WORK TASK> Of the lines in the data below, write out exactly those from the one holding "context.rotate((+turn || 0)" through the one holding "[691,217,788,217,788,223,688,222,687,220,688,218,691,217]", both included.
━━ PROVIDED DATA
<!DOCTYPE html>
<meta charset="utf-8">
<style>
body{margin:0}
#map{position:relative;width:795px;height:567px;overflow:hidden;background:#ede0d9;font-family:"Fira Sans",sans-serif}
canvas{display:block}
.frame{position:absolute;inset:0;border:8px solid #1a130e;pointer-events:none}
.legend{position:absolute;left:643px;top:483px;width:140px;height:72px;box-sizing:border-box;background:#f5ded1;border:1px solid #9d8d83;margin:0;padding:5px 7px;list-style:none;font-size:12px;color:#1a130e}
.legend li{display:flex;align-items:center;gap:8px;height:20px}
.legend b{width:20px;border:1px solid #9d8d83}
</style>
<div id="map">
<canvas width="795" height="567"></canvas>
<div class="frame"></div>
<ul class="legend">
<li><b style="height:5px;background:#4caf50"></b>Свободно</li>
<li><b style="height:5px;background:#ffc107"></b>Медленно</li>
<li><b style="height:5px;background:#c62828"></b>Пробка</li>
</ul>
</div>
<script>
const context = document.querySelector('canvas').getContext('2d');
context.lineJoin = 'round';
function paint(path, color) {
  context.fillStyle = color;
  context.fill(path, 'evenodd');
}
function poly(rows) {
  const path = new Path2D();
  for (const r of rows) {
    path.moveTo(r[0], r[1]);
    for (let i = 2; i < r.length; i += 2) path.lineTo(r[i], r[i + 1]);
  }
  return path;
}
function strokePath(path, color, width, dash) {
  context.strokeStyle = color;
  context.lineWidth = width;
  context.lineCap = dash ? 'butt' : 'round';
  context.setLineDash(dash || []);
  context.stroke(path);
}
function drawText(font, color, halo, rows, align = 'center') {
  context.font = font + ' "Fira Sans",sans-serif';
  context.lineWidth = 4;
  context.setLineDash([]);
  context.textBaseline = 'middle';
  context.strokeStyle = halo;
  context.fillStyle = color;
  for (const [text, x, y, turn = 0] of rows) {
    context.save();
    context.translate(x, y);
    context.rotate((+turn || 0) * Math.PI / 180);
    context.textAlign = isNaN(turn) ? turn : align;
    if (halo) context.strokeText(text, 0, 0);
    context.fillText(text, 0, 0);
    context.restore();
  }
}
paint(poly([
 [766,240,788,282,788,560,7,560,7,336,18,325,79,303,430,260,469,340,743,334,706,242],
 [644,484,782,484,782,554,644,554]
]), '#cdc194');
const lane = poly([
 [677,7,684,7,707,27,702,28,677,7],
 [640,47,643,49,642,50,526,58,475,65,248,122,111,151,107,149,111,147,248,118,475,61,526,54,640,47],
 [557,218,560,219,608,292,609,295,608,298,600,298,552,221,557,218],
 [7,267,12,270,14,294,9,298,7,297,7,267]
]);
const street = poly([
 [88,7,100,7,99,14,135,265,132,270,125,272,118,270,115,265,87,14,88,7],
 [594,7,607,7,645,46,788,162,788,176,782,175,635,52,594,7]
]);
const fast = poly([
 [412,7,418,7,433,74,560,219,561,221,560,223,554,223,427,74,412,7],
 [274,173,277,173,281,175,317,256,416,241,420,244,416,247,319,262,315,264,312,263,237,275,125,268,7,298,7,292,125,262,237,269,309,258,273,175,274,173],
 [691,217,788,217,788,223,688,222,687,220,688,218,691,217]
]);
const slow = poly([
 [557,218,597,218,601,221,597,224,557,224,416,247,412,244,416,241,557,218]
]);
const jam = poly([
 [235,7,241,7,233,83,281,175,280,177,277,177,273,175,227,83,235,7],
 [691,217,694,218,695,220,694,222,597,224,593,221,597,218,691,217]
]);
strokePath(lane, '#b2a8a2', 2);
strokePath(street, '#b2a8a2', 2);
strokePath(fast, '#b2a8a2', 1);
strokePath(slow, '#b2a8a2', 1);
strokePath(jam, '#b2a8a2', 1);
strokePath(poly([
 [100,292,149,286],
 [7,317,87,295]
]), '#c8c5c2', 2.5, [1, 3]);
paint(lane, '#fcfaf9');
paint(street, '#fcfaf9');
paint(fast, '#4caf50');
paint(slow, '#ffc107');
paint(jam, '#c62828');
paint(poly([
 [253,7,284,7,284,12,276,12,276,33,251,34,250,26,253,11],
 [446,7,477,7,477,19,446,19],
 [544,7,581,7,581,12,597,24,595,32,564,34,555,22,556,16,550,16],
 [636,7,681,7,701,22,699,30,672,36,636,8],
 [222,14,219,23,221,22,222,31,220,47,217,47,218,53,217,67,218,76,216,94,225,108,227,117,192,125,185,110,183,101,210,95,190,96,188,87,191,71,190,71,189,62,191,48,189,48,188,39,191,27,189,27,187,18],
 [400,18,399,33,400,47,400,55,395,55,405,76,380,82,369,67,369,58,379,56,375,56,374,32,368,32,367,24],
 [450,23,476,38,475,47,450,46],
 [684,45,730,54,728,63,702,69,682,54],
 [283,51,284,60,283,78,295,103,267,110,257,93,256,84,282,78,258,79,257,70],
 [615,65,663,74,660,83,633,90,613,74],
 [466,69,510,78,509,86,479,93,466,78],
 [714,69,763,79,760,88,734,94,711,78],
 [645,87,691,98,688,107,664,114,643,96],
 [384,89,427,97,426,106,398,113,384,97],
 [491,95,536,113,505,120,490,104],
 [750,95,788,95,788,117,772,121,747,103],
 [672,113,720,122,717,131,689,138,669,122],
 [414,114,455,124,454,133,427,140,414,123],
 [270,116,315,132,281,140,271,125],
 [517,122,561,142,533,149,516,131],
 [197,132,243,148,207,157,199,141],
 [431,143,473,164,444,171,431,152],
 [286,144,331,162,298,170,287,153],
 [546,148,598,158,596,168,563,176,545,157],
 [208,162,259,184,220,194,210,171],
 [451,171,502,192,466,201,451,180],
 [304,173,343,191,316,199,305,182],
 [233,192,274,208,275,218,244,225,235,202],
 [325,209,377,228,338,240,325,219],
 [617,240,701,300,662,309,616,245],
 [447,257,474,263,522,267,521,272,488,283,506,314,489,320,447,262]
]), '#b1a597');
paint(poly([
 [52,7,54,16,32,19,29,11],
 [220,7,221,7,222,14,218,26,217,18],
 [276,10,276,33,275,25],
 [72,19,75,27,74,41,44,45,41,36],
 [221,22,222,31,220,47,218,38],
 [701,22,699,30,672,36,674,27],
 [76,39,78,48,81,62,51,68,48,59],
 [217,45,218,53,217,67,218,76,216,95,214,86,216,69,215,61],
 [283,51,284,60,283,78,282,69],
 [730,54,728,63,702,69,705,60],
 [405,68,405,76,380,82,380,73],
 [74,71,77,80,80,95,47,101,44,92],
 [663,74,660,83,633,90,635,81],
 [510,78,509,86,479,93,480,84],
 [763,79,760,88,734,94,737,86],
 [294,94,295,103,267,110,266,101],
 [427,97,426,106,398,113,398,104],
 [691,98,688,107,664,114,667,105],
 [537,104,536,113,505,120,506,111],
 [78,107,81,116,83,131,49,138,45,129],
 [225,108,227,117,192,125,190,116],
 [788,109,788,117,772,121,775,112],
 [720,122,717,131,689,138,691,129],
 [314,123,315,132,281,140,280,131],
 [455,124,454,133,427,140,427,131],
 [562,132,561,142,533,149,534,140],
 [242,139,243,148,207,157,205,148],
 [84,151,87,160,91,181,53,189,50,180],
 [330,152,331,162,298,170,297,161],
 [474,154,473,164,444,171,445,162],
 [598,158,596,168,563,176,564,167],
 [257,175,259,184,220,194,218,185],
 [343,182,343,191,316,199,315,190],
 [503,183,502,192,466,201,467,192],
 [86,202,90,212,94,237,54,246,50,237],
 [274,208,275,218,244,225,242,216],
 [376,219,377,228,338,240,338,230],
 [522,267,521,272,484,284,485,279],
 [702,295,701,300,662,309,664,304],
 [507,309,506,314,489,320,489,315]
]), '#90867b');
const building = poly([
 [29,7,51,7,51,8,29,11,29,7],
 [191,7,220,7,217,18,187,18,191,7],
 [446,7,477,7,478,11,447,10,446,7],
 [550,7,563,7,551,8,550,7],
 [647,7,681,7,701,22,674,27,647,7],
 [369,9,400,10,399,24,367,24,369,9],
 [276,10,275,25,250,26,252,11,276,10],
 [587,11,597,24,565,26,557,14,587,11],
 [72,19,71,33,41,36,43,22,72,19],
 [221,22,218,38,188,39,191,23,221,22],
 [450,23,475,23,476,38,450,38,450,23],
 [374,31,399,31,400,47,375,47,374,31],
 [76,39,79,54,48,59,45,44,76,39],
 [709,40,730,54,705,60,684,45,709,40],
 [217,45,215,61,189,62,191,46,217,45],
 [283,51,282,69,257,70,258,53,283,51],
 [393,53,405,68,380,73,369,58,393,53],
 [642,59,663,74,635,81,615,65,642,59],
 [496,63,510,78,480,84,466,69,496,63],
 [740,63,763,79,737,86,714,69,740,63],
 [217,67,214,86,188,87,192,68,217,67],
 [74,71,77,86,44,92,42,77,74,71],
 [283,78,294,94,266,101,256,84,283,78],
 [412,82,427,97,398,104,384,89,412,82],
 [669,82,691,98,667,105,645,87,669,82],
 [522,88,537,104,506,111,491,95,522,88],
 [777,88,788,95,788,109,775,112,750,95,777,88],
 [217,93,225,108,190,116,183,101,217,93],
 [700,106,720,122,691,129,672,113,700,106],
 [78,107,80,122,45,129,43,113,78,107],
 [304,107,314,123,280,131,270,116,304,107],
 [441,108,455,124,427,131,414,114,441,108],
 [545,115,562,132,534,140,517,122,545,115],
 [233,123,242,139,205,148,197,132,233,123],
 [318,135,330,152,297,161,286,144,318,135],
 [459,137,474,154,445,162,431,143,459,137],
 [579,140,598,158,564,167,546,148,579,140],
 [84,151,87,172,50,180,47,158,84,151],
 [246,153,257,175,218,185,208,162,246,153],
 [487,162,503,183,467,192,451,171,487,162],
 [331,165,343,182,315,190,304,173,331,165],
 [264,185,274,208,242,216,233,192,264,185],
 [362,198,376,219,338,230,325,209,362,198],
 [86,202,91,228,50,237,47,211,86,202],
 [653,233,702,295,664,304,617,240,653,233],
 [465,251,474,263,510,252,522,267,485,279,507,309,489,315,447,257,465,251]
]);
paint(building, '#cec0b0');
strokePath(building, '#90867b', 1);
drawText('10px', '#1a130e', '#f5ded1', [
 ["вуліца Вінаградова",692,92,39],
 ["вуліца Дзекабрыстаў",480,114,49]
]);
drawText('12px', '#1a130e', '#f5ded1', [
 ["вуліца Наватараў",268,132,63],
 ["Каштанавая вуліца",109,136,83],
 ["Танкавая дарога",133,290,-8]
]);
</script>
━━━━
TASK ANSWER>
    context.rotate((+turn || 0) * Math.PI / 180);
    context.textAlign = isNaN(turn) ? turn : align;
    if (halo) context.strokeText(text, 0, 0);
    context.fillText(text, 0, 0);
    context.restore();
  }
}
paint(poly([
 [766,240,788,282,788,560,7,560,7,336,18,325,79,303,430,260,469,340,743,334,706,242],
 [644,484,782,484,782,554,644,554]
]), '#cdc194');
const lane = poly([
 [677,7,684,7,707,27,702,28,677,7],
 [640,47,643,49,642,50,526,58,475,65,248,122,111,151,107,149,111,147,248,118,475,61,526,54,640,47],
 [557,218,560,219,608,292,609,295,608,298,600,298,552,221,557,218],
 [7,267,12,270,14,294,9,298,7,297,7,267]
]);
const street = poly([
 [88,7,100,7,99,14,135,265,132,270,125,272,118,270,115,265,87,14,88,7],
 [594,7,607,7,645,46,788,162,788,176,782,175,635,52,594,7]
]);
const fast = poly([
 [412,7,418,7,433,74,560,219,561,221,560,223,554,223,427,74,412,7],
 [274,173,277,173,281,175,317,256,416,241,420,244,416,247,319,262,315,264,312,263,237,275,125,268,7,298,7,292,125,262,237,269,309,258,273,175,274,173],
 [691,217,788,217,788,223,688,222,687,220,688,218,691,217]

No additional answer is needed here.